The New Zealand Herald

A genius who never lett

- Anna Tomforde and Helen Livingston­e in London

Looking at Professor Stephen Hawking, his small body slumped and immovable in a wheelchair like a puppet with no strings, it was sometimes hard to imagine the lively and phenomenal mind that dwelled within.

Struck down at the age of 21 with amyotrophi­c lateral sclerosis (ALS), the most common form of motor neuron disease, and given only two years to live by his doctors at the time of his diagnosis, Hawking became one of the world’s longest surviving sufferers of the muscle-wasting disease.

Hawking, born into an intellectu­al family on January 8, 1942, always knew that he wanted to be a scientist.

“I have a simple aim. I want to find out where the universe comes from, how and why it began and how it will end,” he said.

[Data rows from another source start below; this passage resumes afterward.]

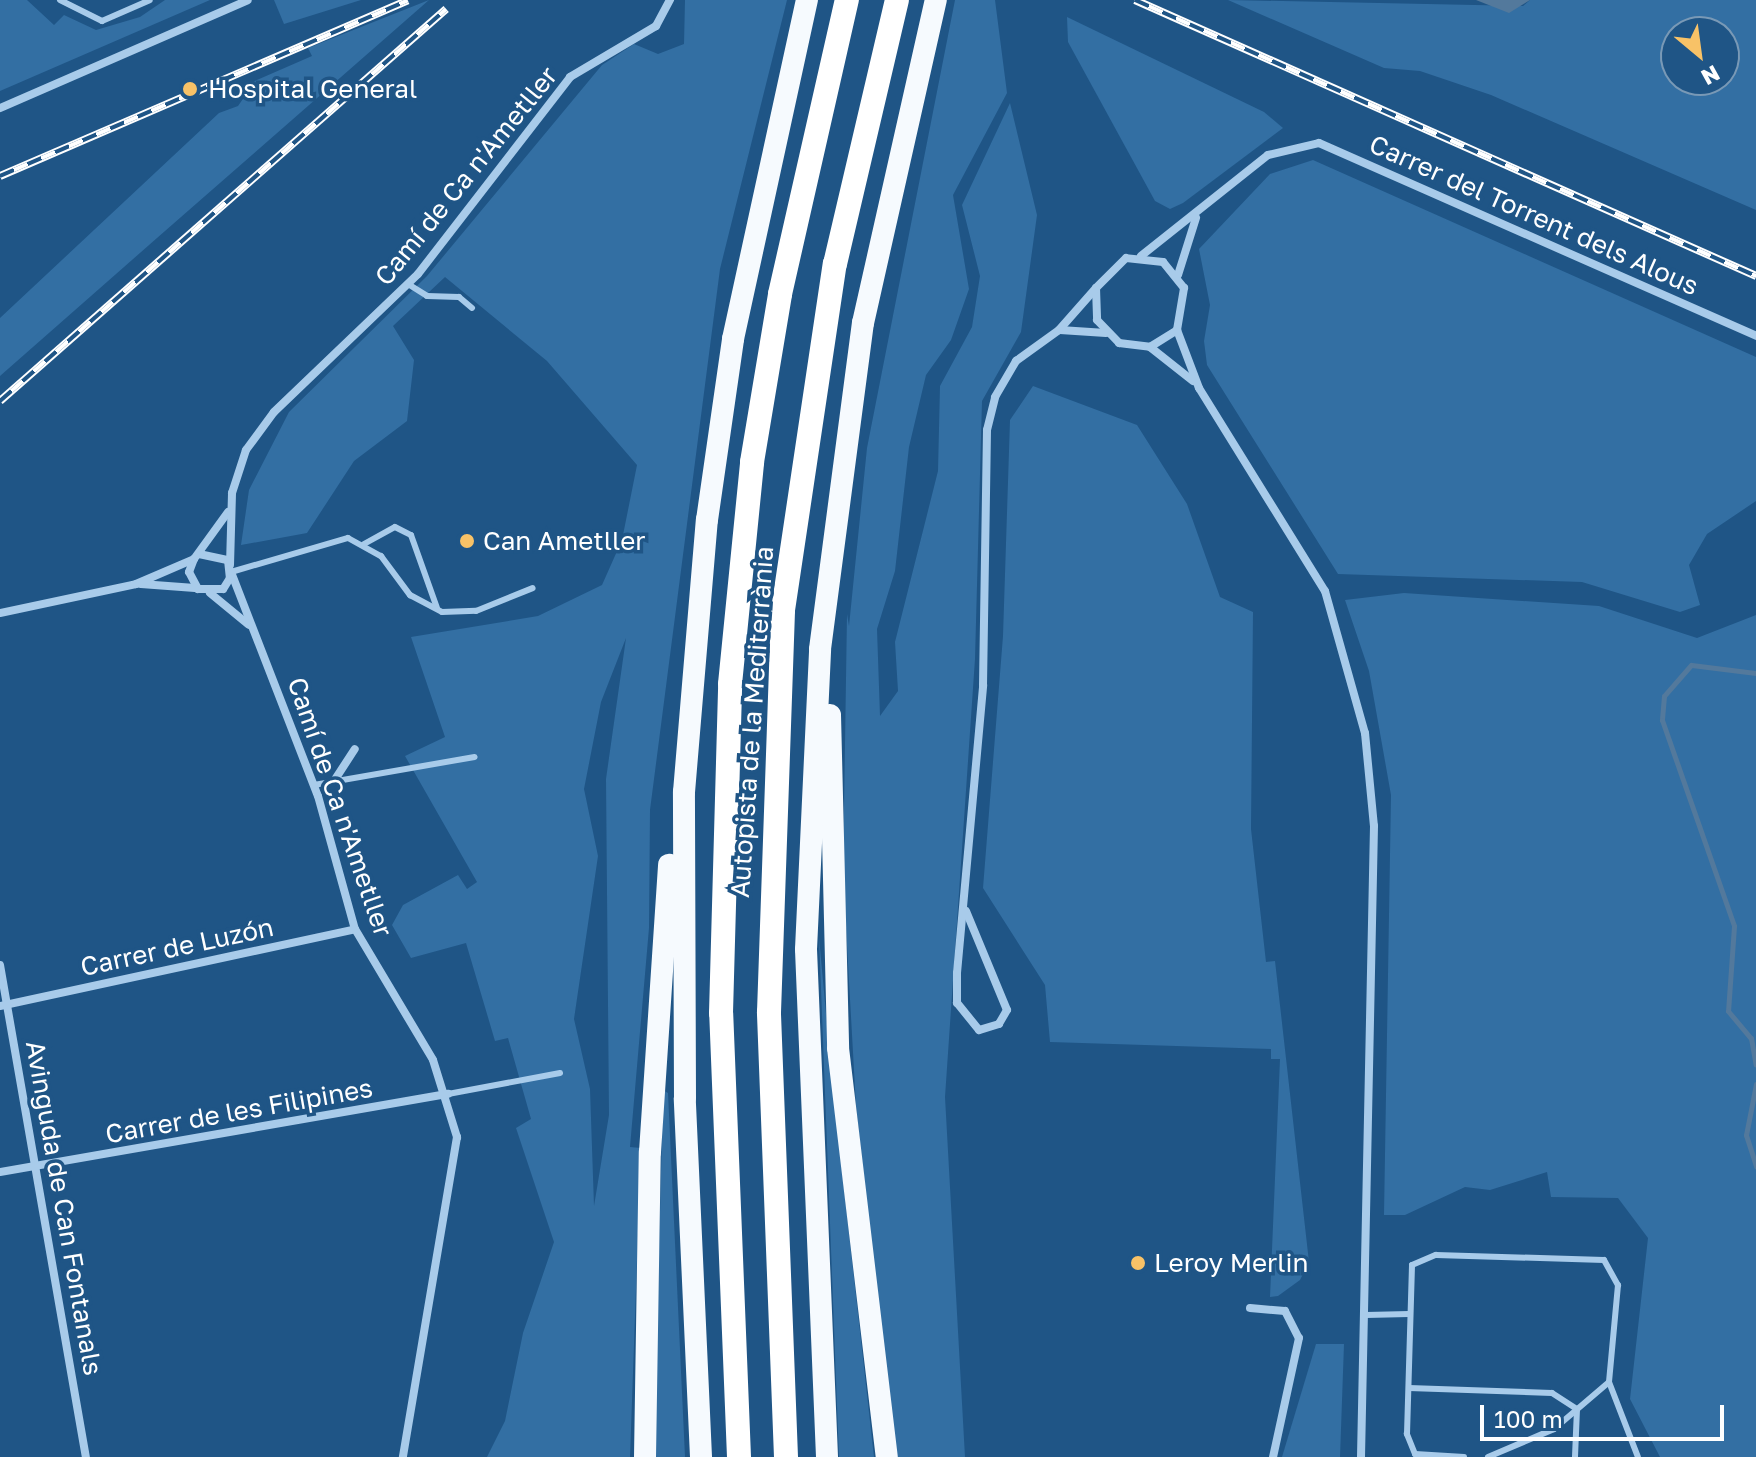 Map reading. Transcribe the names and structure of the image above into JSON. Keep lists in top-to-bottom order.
{
  "streets": {
    "highway": ["Autopista de la Mediterrània"],
    "street": [
      "Camí de Ca n'Ametller",
      "Carrer del Torrent dels Alous",
      "Carrer de Luzón",
      "Carrer de les Filipines",
      "Avinguda de Can Fontanals"
    ]
  },
  "crossings": [
    ["Camí de Ca n'Ametller", "Carrer de Luzón"],
    ["Camí de Ca n'Ametller", "Carrer de les Filipines"],
    ["Carrer de Luzón", "Avinguda de Can Fontanals"],
    ["Carrer de les Filipines", "Avinguda de Can Fontanals"]
  ],
  "places": ["Hospital General", "Can Ametller", "Leroy Merlin"],
  "scale_bar": "100 m",
  "north": "bottom right"
}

He had never been very well co-ordinated physically as a child: “I was not good at ball games, and my handwritin­g was the despair of my teachers.” His classmates nicknamed him “Einstein” nonetheles­s.

In 1959, he won a scholarshi­p to Oxford University, and three years later switched to rival Cambridge to conduct research on cosmology — it was just after his move there that he was diagnosed.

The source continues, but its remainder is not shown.